Count every line below containing "textAlign"; state the number only.

■ **Exercise material**
------------------------------
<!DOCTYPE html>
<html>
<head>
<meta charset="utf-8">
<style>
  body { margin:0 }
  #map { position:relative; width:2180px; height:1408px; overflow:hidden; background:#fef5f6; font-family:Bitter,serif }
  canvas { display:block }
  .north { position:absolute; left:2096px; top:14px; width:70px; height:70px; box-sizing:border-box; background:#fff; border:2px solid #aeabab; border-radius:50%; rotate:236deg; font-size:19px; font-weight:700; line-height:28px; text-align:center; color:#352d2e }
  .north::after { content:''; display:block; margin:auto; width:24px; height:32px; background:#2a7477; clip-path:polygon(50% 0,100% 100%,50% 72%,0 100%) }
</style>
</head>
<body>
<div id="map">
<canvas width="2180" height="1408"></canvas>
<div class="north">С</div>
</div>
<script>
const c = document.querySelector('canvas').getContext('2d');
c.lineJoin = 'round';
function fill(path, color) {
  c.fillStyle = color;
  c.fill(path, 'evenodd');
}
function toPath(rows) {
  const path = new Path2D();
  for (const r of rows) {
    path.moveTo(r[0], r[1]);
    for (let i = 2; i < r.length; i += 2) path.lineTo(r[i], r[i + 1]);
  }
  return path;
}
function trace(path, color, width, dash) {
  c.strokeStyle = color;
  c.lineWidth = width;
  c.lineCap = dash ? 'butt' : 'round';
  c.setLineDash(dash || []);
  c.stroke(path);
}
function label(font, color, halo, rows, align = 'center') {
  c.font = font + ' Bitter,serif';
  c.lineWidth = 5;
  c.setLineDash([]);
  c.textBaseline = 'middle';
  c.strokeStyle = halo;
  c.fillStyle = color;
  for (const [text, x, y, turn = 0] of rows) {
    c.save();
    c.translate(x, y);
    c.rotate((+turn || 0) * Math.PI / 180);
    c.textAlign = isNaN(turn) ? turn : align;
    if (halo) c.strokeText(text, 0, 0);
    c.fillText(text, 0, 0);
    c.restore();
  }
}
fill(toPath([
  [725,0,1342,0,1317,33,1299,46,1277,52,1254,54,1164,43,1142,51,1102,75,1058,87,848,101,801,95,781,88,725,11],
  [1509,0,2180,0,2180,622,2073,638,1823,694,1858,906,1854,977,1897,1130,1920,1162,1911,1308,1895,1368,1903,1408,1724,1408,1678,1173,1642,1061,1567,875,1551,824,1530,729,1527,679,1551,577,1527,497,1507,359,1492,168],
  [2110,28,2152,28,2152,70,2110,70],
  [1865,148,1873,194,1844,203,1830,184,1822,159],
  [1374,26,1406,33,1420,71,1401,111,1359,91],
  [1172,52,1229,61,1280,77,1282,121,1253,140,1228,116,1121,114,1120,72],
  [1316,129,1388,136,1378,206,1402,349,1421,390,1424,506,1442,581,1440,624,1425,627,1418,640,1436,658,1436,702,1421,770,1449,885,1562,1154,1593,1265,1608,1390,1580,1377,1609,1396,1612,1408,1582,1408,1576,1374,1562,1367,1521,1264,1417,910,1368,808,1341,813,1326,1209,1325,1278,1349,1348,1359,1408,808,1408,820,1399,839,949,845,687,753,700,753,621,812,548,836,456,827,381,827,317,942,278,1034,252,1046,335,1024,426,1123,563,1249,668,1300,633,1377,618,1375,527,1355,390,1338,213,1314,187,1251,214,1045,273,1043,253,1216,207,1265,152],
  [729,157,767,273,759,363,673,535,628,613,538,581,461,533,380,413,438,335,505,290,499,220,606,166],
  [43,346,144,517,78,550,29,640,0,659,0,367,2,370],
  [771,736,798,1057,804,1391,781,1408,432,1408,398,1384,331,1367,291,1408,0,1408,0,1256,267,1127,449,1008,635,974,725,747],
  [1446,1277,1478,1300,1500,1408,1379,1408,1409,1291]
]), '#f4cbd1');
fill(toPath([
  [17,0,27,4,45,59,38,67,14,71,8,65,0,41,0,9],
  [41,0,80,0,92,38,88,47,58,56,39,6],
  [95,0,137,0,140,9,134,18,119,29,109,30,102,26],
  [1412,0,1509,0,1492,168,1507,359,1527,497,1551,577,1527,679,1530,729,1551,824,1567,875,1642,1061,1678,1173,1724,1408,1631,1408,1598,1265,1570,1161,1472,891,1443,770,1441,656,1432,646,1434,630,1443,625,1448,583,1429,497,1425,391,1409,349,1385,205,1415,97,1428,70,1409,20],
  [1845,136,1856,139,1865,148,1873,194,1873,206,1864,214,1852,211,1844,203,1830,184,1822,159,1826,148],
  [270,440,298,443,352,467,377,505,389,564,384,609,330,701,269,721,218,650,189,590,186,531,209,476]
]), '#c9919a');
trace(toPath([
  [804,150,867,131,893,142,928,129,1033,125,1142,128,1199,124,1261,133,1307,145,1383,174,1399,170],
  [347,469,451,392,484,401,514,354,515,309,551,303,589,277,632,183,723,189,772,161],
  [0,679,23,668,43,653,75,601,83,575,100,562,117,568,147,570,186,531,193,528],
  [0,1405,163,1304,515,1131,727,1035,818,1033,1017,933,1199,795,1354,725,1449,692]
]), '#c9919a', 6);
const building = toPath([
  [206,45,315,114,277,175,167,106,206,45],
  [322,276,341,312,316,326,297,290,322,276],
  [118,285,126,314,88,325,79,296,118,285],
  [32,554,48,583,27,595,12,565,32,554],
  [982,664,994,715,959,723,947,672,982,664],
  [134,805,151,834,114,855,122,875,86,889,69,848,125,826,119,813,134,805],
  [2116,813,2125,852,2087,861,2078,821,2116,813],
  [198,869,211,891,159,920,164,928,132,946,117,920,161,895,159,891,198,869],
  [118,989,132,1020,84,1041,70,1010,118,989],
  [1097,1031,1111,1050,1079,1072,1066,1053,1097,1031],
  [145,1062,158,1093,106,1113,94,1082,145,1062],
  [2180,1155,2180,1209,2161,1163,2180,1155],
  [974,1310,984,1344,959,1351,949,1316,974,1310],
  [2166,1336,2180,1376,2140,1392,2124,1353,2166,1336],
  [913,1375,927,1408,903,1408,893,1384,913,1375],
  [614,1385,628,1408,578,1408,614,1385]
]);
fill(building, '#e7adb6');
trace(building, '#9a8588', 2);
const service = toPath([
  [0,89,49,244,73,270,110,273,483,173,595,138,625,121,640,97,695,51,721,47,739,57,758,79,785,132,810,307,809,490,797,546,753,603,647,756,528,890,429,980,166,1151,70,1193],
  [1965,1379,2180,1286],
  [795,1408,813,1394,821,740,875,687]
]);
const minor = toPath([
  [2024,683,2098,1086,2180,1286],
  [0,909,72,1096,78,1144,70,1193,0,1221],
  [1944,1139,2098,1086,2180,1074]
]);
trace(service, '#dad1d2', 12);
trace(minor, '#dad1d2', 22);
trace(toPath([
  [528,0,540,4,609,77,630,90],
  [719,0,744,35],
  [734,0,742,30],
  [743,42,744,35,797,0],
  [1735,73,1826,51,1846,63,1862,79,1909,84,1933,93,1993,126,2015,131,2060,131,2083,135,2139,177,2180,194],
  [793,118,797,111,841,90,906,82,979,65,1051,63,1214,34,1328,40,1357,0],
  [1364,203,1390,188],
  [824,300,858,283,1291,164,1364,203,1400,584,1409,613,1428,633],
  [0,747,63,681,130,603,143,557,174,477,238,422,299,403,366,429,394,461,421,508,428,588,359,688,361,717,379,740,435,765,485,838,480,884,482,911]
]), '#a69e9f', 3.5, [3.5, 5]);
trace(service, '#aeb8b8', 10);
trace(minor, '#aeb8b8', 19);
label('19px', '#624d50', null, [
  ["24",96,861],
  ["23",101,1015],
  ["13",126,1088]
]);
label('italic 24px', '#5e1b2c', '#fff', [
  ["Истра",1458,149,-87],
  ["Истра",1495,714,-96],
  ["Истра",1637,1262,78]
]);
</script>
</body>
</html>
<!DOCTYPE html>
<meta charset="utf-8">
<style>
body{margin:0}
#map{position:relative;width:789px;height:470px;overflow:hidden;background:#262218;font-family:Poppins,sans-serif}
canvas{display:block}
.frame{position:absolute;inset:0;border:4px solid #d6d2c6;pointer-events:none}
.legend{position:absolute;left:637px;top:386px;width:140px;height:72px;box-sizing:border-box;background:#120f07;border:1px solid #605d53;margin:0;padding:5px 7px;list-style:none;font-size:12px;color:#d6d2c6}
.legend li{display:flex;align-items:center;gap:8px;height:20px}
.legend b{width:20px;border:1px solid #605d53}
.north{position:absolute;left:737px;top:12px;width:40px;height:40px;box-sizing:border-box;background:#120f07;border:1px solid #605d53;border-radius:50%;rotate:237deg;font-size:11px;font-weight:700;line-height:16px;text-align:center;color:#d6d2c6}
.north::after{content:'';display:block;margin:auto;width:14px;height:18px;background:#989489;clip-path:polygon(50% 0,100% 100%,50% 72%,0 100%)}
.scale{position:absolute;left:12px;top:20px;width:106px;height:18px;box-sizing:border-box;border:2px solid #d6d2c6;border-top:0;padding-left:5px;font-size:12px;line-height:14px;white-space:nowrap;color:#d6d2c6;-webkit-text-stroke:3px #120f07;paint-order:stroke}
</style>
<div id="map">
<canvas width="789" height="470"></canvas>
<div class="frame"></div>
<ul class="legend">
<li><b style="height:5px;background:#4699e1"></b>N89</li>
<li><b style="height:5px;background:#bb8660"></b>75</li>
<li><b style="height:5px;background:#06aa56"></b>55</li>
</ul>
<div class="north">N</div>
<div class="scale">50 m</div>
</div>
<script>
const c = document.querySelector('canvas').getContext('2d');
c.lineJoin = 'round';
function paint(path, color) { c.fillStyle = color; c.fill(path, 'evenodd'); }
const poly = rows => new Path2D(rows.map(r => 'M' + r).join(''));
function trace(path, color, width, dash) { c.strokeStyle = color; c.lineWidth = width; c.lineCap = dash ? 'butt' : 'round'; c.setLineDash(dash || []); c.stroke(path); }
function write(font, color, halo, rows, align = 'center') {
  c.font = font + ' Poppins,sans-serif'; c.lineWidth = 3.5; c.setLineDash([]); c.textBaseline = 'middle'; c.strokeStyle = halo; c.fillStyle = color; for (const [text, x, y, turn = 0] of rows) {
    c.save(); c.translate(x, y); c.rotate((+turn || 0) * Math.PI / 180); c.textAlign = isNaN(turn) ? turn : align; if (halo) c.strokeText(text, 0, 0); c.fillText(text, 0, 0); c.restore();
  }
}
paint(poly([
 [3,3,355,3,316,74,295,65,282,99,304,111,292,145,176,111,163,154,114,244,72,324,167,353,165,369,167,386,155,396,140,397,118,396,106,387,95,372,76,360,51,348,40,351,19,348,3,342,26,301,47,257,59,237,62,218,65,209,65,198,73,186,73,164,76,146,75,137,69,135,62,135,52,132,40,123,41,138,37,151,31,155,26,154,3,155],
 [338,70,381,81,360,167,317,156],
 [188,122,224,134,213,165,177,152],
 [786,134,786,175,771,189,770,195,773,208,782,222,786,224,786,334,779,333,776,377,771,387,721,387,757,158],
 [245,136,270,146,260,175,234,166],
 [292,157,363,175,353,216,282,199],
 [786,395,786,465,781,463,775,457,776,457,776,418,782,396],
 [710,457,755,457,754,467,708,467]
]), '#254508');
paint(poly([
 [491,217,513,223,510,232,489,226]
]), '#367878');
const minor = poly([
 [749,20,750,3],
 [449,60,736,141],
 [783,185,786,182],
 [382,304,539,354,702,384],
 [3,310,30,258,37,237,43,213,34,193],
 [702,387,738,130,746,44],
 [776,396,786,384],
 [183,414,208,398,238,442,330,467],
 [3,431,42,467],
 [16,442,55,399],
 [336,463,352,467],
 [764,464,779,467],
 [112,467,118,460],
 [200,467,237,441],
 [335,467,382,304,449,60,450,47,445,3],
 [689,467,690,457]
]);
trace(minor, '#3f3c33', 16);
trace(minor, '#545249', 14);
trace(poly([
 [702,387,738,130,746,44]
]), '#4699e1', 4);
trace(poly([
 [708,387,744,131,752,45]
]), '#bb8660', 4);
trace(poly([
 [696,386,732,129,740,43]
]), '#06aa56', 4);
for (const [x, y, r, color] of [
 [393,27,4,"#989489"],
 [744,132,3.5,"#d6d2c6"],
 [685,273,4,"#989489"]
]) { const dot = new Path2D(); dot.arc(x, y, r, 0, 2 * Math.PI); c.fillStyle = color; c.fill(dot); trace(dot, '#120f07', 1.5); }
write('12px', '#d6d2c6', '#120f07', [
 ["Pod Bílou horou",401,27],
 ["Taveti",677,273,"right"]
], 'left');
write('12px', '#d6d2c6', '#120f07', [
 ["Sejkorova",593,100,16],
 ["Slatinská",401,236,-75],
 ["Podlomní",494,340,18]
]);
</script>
------------------------------
■ **Exercise result**
2